EXERCISE INSTRUCTIONS> Give back each entry exactly as written, apart from the pictures.

Dataset entries
++++++++++++++++++++
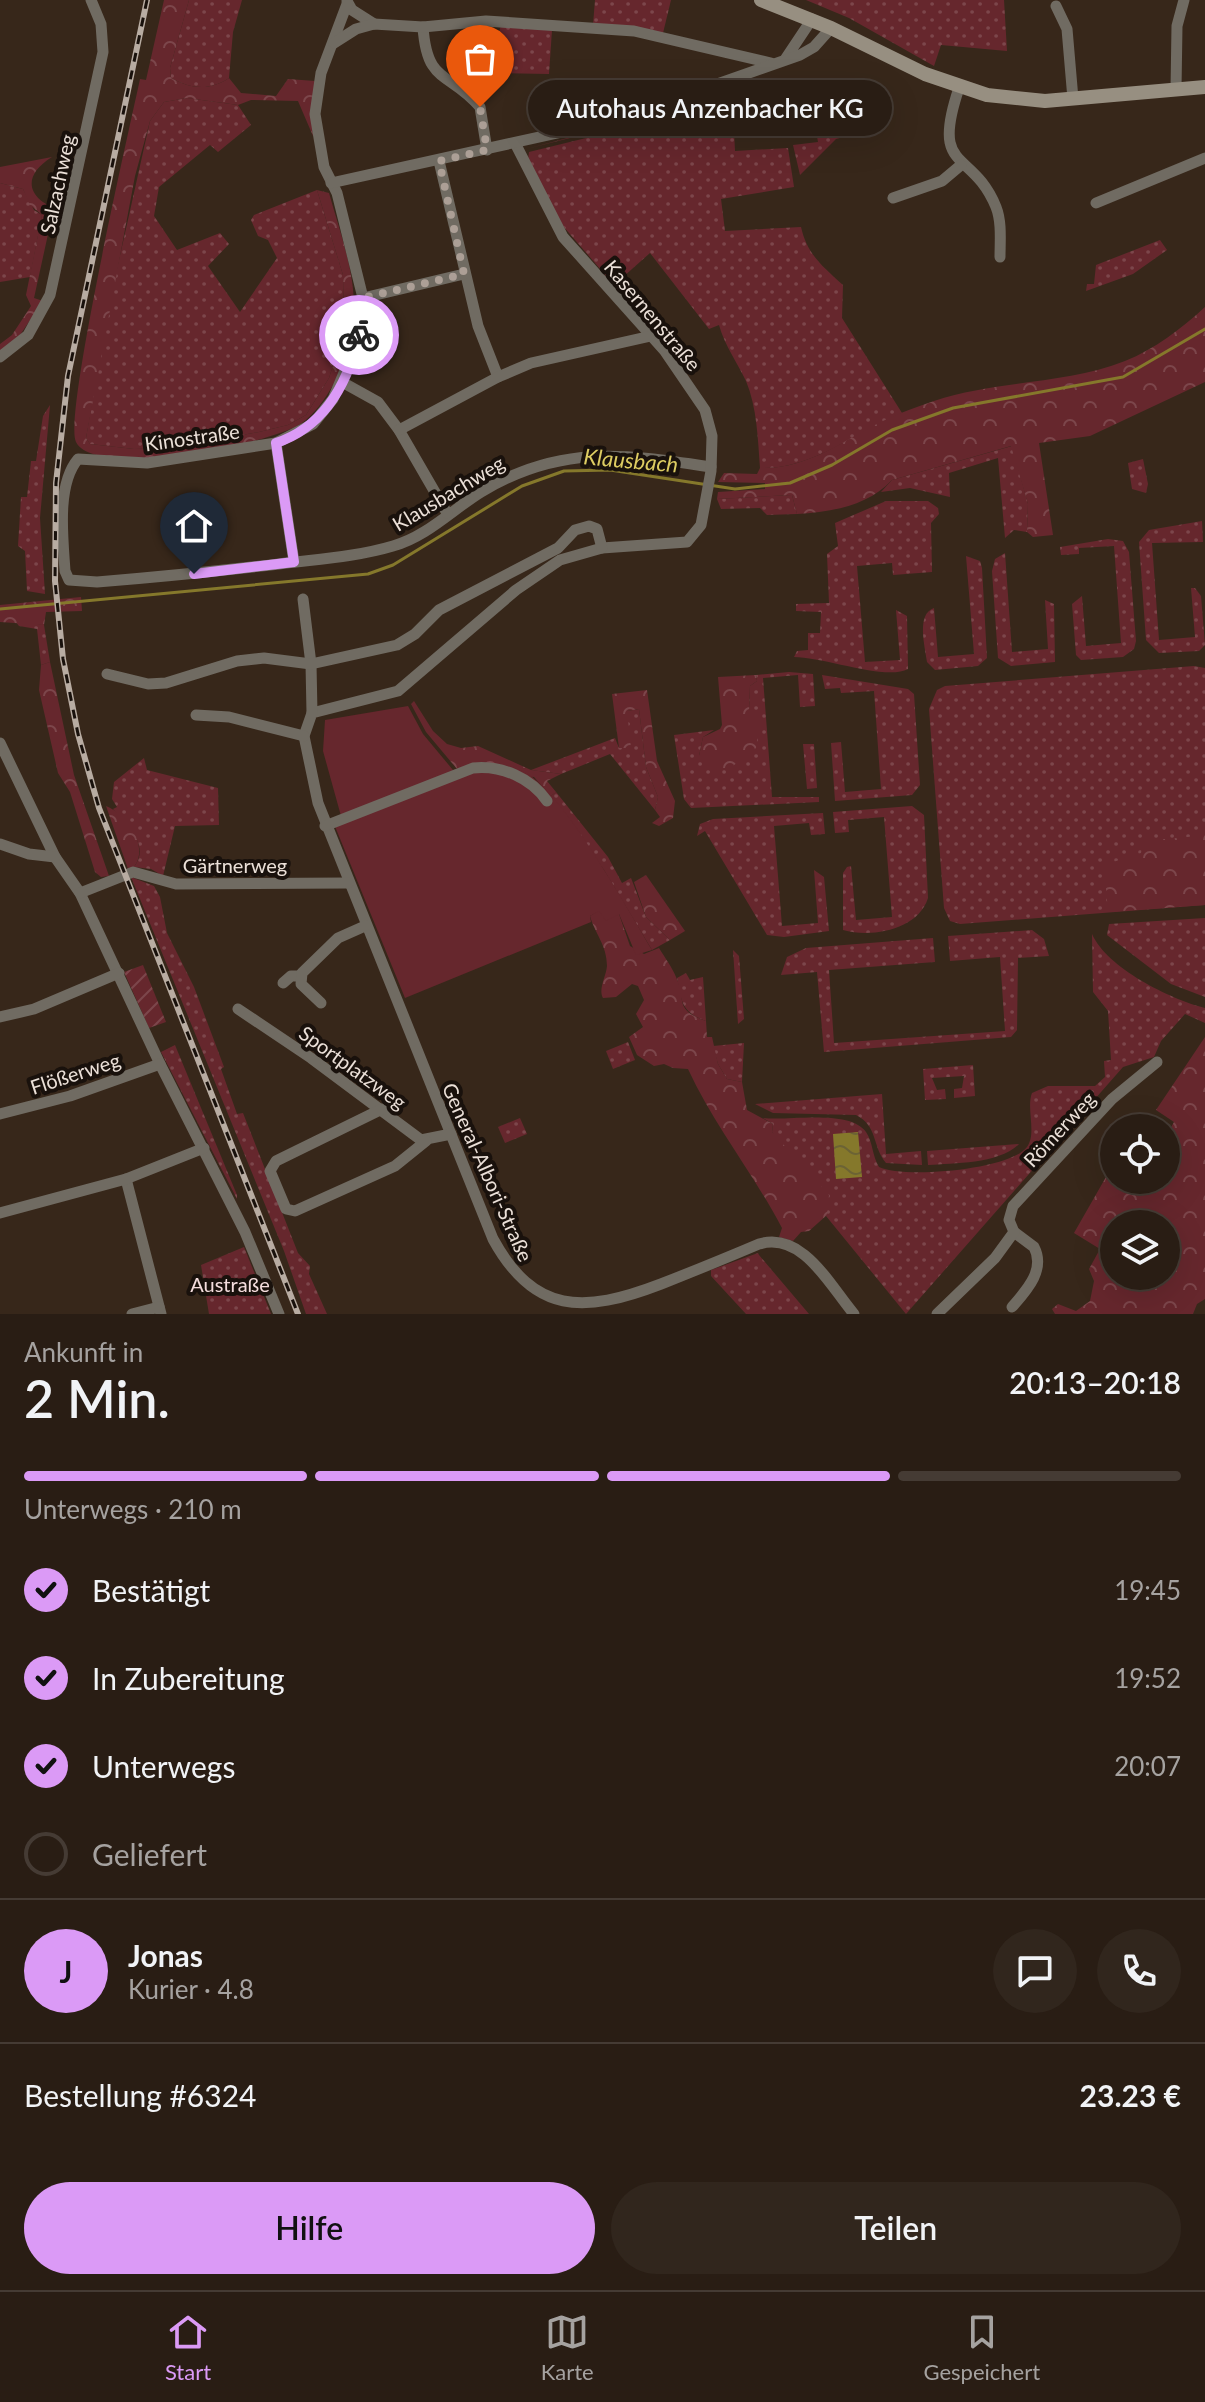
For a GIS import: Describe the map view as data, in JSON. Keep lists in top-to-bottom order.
{
  "streets": {
    "street": [
      "Salzachweg",
      "Kasernenstraße",
      "Kinostraße",
      "Klausbachweg",
      "Gärtnerweg",
      "Sportplatzweg",
      "Flößerweg",
      "Römerweg",
      "General-Albori-Straße"
    ]
  },
  "crossings": [
    ["Kasernenstraße", "Klausbachweg"],
    ["Kinostraße", "Klausbachweg"],
    ["Gärtnerweg", "General-Albori-Straße"]
  ],
  "water": ["Klausbach"],
  "parks": ["Austraße"],
  "places": ["Autohaus Anzenbacher KG"],
  "page": {
    "bubble": "Autohaus Anzenbacher KG",
    "heading": ["2 Min.", "Ankunft in", "20:13–20:18"],
    "panel": [
      "Jonas",
      "Kurier · 4.8",
      "Bestellung #6324",
      "23.23 €"
    ],
    "bar": "Unterwegs · 210 m",
    "list": [
      ["Bestätigt", "19:45"],
      ["In Zubereitung", "19:52"],
      ["Unterwegs", "20:07"],
      "Geliefert"
    ],
    "round": "J",
    "buttons": ["Hilfe", "Teilen"],
    "tabs": ["Start", "Karte", "Gespeichert"]
  }
}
++++++++++++++++++++
ANSWER FOR THIS EXERCISE>
For a GIS import: Describe the map view as data, in JSON. Keep lists in top-to-bottom order.
{
  "streets": {
    "street": [
      "Salzachweg",
      "Kasernenstraße",
      "Kinostraße",
      "Klausbachweg",
      "Gärtnerweg",
      "Sportplatzweg",
      "Flößerweg",
      "Römerweg",
      "General-Albori-Straße"
    ]
  },
  "crossings": [
    ["Kasernenstraße", "Klausbachweg"],
    ["Kinostraße", "Klausbachweg"],
    ["Gärtnerweg", "General-Albori-Straße"]
  ],
  "water": ["Klausbach"],
  "parks": ["Austraße"],
  "places": ["Autohaus Anzenbacher KG"],
  "page": {
    "bubble": "Autohaus Anzenbacher KG",
    "heading": ["2 Min.", "Ankunft in", "20:13–20:18"],
    "panel": [
      "Jonas",
      "Kurier · 4.8",
      "Bestellung #6324",
      "23.23 €"
    ],
    "bar": "Unterwegs · 210 m",
    "list": [
      ["Bestätigt", "19:45"],
      ["In Zubereitung", "19:52"],
      ["Unterwegs", "20:07"],
      "Geliefert"
    ],
    "round": "J",
    "buttons": ["Hilfe", "Teilen"],
    "tabs": ["Start", "Karte", "Gespeichert"]
  }
}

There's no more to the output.